The report was rebuked days after by the German government to step in line with France’s engagement in fighting Assad in Syria–which depended and still depends on Saudi-led groups.
The U.S. deep-state’s most recent battle with Saudi Arabia came with an attempted coup in Qatar, a small sovereign, oil-rich, nation on the Arabian Peninsula. Saudi Arabia and their coalition of other Arab nations officially declared a blockade on Qatar in June of 2017–officially declaring that Qatar had been working too close with terrorist groups.
“The CIA blocked the coup in Qatar and the Saudis reacted by dumping the CIA-selected Mohammed bin Nayef, who was to be the next king,” a Saudi insider told Asia Times (AT) in July of 2017. “The Saudis are scared. The monarchy is in trouble, as the CIA can move the army in Saudi Arabia against the king. [The purge] was a defensive move by MbS.”
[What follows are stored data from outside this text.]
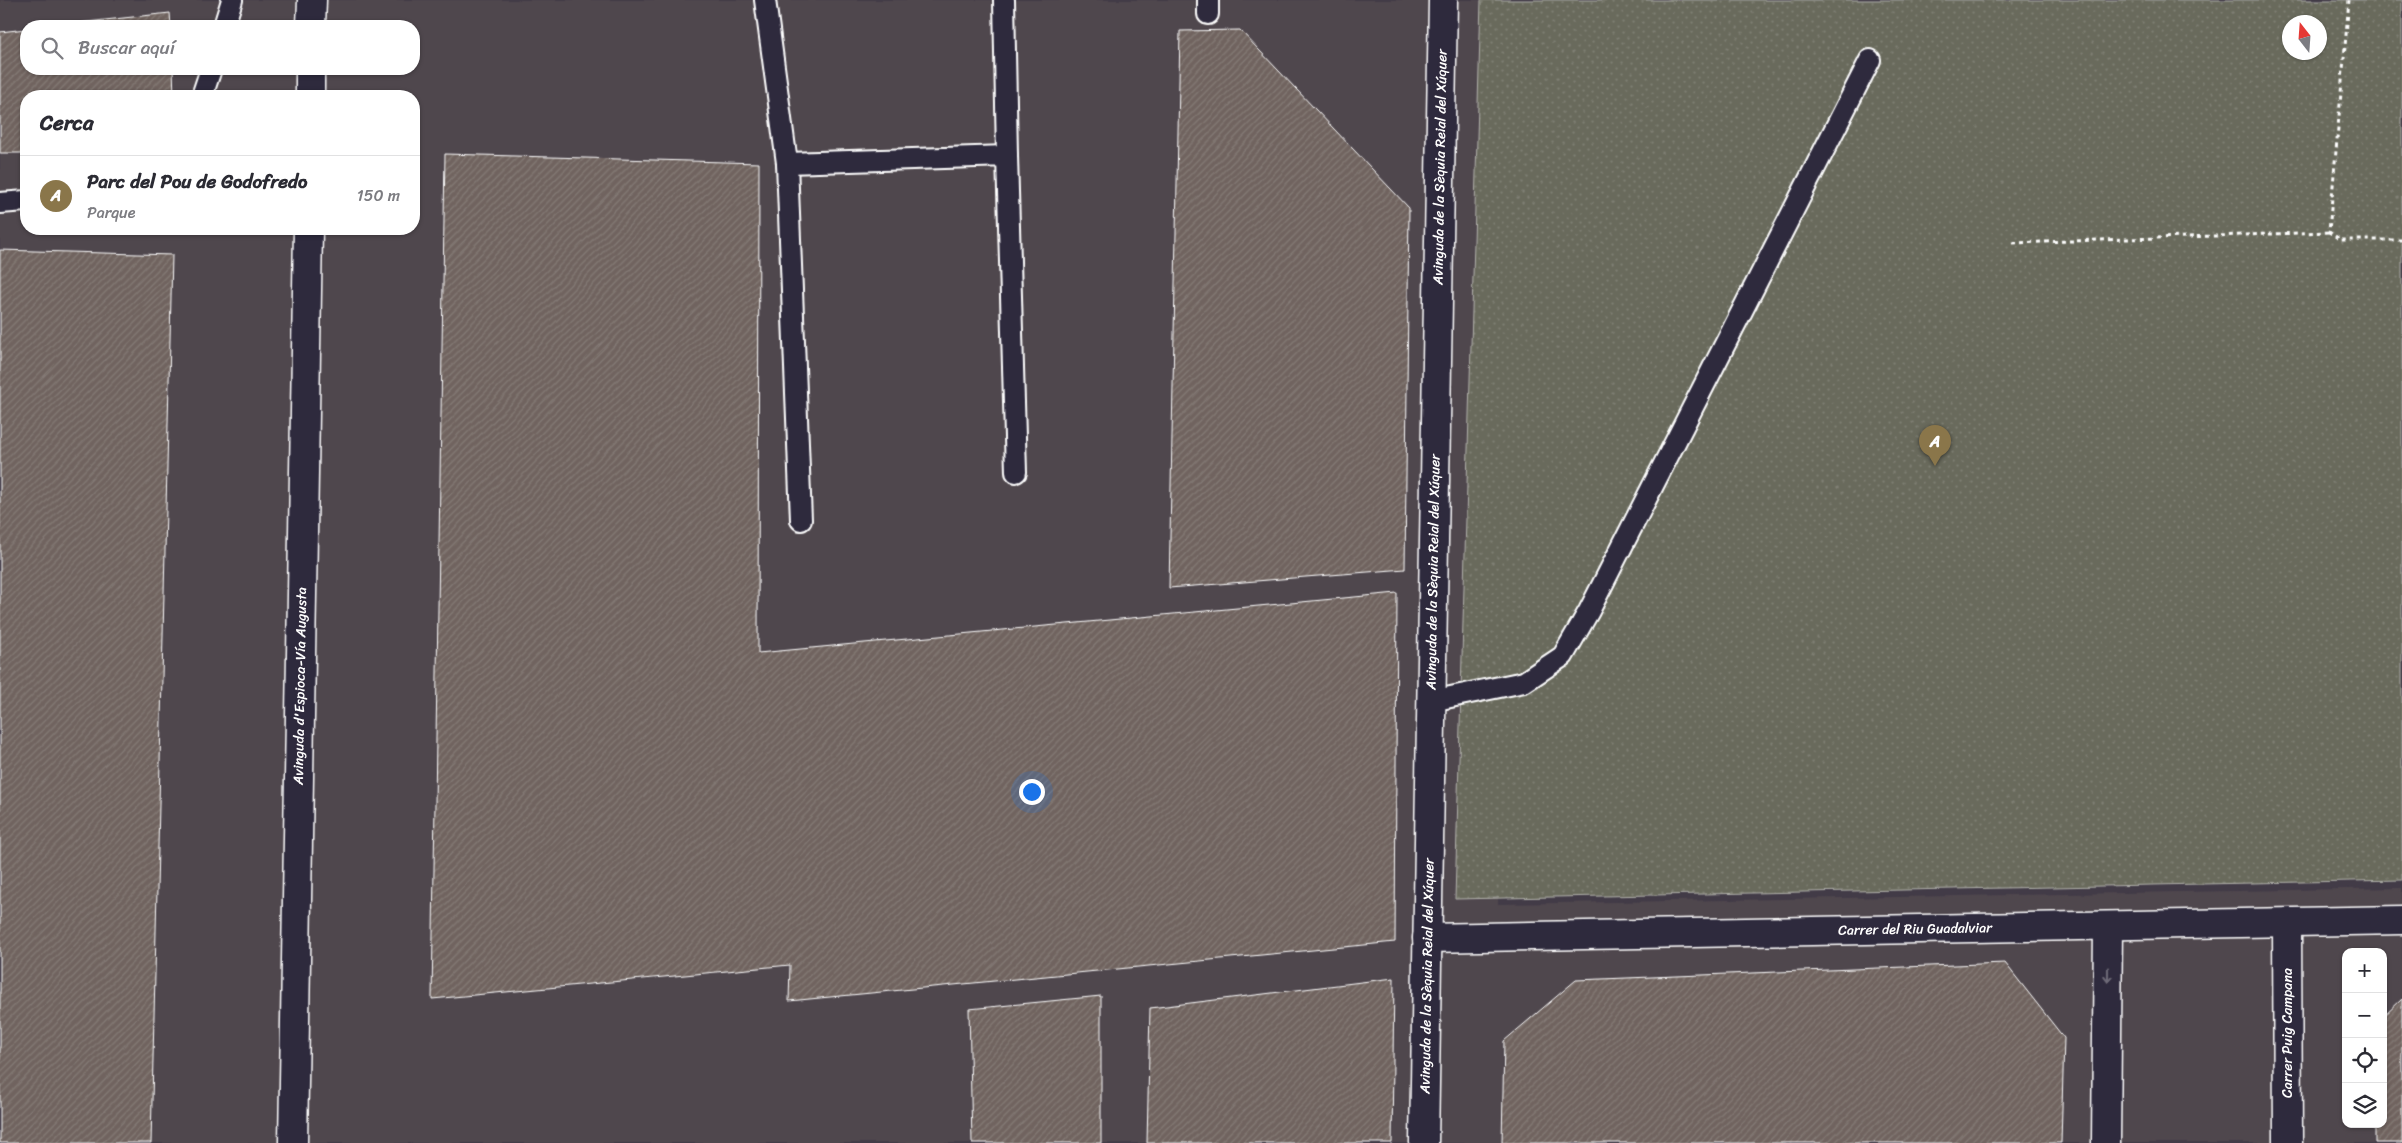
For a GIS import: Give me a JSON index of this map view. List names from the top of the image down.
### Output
{
  "streets": {
    "street": [
      "Avinguda de la Sèquia Reial del Xúquer",
      "Avinguda d'Espioca-Vía Augusta",
      "Carrer del Riu Guadalviar",
      "Carrer Puig Campana"
    ]
  },
  "crossings": [
    ["Avinguda de la Sèquia Reial del Xúquer", "Carrer del Riu Guadalviar"],
    ["Carrer del Riu Guadalviar", "Carrer Puig Campana"]
  ],
  "north": "top",
  "page": {
    "search": "Buscar aquí",
    "heading": "Cerca",
    "list": [
      {
        "mark": "A",
        "name": "Parc del Pou de Godofredo",
        "note": "Parque",
        "value": "150 m"
      }
    ],
    "pins": "A",
    "map_buttons": ["+", "−"]
  }
}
Those detained in the purge include billionaire investor Al-Waleed bin Talal who owns sizable capital stakes in Twitter, Lyft, Citigroup and 21st Century Fox.
“Prince Alwaleed’s arrest is likely to reverberate across dozens of companies that count on the investment company that he founded,” CNBC reported.
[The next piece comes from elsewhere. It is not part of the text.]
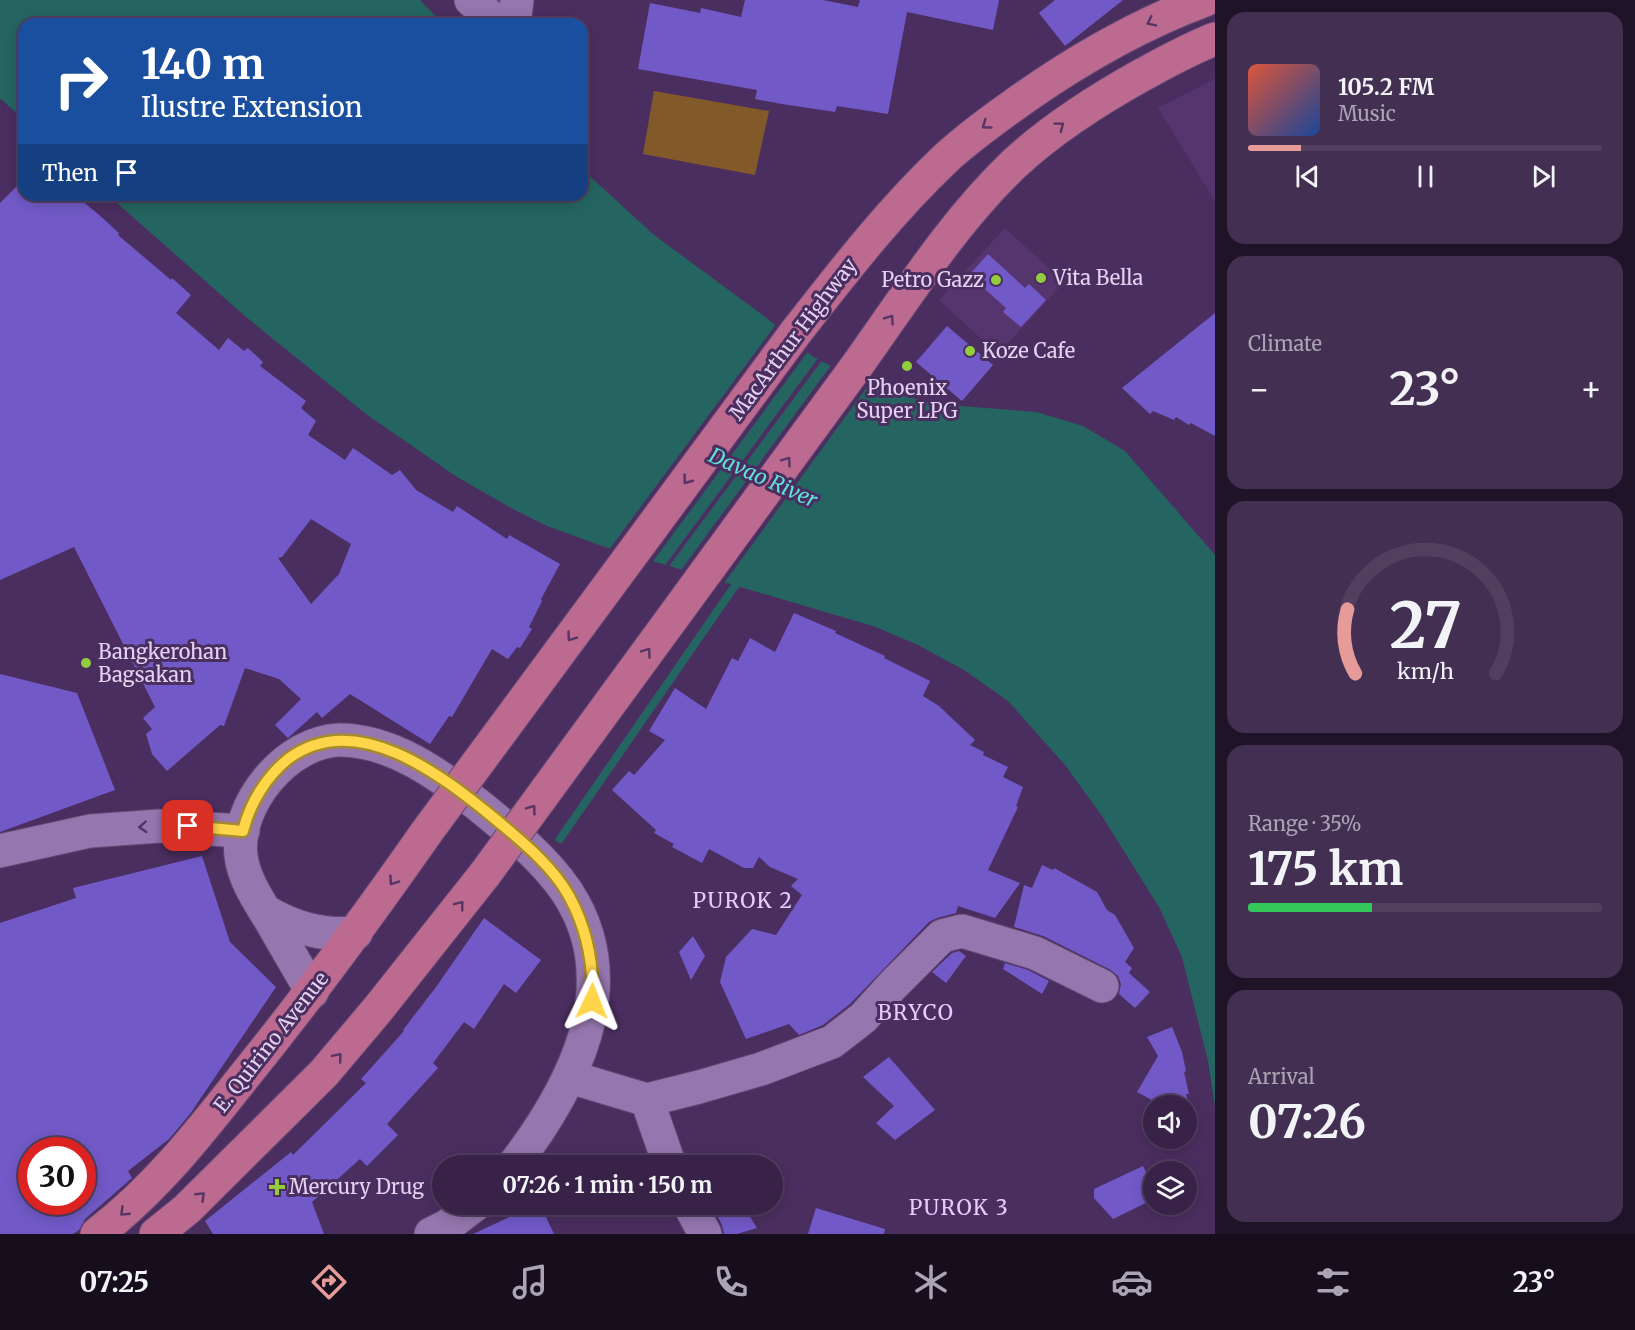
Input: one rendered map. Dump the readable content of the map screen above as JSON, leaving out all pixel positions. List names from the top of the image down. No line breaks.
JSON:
{"streets":{"main road":["MacArthur Highway","E. Quirino Avenue"]},"crossings":[["MacArthur Highway","E. Quirino Avenue"]],"districts":["PUROK 2","BRYCO","PUROK 3"],"water":["Davao River"],"places":{"other":["Vita Bella","Petro Gazz","Koze Cafe","Phoenix Super LPG","Bangkerohan Bagsakan"],"health":["Mercury Drug"]},"page":{"turn":["140 m","Ilustre Extension"],"song":["105.2 FM","Music"],"then":"Then","tile":["Climate",["Range · 35%","175 km"],["Arrival","07:26"]],"heat":["−","23°","+"],"limit":"30","trip":"07:26 · 1 min · 150 m","tabs":["07:25","23°"],"gauge":["27","km/h"]}}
Other big names detained also include Prince Bandar bin Sultan, a former Saudi ambassador to Washington and confidant of former U.S. president George W. Bush, according to Middle East Eye. Bandar bin Sultan, nicknamed “Bandar Bush” by the Bush family, was wrapped up in the infamous ‘28 pages’ on the Saudi-led attack on New York City in 2001, according to CNN.
Same old, same old?
Mohammed bin Salman asserts his reforms are stark changes, but his Vision 2030 program is dependant on old plans based on Saudi oil. The November purge came from the will of Mohammed bin Salman, who vowed to investors days before the purge that he aimed at uprooting corruption and ending Saudi Arabia’s dependence on oil exports. The projected 2018 initial price offering (IPO) of Saudi Aramco–officially valued as the highest IPO in history at $2 trillion–is slated to initially earn the Saudi regime $100 billion. Saudi Aramco is a nationalized petroleum and natural gas company. Salman’s regime plans to fund the modernization of Vision 2030 by becoming a “financial powerhouse”–an allusion to the Aramco IPO–according to Al Arabiya, Saudi Arabia’s state sponsored media outlet.
Opting to financialize the oil company signals that the Saudi regime is seeking more profit than the plain ole’ petroleum can supply. The real economy is not providing the significant gains Saudi Arabia once enjoyed.
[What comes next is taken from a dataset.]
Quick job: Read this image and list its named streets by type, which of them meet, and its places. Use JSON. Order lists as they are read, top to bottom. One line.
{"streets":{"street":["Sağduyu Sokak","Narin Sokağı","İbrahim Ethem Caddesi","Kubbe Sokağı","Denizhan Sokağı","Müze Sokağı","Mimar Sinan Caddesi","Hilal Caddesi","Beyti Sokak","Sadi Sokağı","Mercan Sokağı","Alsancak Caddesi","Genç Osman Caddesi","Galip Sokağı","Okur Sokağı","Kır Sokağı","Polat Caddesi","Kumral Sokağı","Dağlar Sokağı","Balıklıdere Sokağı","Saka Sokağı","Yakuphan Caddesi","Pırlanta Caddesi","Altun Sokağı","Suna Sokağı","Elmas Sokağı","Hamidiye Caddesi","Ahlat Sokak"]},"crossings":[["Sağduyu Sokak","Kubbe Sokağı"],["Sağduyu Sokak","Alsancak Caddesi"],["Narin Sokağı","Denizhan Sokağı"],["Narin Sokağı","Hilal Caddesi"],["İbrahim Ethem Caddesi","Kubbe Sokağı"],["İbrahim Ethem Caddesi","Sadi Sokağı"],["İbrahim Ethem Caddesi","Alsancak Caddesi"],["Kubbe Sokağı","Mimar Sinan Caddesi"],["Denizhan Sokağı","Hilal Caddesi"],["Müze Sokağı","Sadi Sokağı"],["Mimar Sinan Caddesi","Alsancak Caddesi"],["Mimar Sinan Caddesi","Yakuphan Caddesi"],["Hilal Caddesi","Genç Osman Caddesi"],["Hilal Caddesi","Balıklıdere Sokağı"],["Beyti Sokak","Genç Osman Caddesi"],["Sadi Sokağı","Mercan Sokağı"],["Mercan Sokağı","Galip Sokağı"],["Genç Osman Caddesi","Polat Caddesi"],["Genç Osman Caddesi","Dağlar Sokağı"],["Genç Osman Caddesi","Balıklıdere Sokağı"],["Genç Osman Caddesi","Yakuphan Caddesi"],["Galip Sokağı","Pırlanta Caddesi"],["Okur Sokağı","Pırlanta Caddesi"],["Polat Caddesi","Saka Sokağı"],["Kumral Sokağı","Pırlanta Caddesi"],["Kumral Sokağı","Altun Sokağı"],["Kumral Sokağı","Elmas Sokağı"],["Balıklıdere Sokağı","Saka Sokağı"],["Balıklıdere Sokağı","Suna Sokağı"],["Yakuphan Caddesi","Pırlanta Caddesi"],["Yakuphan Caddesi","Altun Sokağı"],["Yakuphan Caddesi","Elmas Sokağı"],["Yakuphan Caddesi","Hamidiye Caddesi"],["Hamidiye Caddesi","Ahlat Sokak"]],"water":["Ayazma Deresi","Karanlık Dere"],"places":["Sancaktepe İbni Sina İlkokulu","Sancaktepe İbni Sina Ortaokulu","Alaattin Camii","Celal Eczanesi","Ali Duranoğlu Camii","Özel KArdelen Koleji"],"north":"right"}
The Saudi Aramco IPO is merely another consecutive stepping stone in the quest to milk its oil rents for geopolitical and economic control. Like all trends in financialization, economic growth comes with higher systematic risk. A financial crisis can be as devastating as physical violence, something the Saudi regime has good practice in.
The tragedy in Yemen and Saudi knack for disruption
The U.S. and Saudi Arabia are going through a rough patch in their relationship because of the increasing voluntary extremism on behalf of the latter in desperation to hedge against falling oil prices and regional competition with Iran. The strained relationship is also coming at a time where both states are more indebted than ever from the endless wars they both fund together–the most significant being fought in Yemen and Syria.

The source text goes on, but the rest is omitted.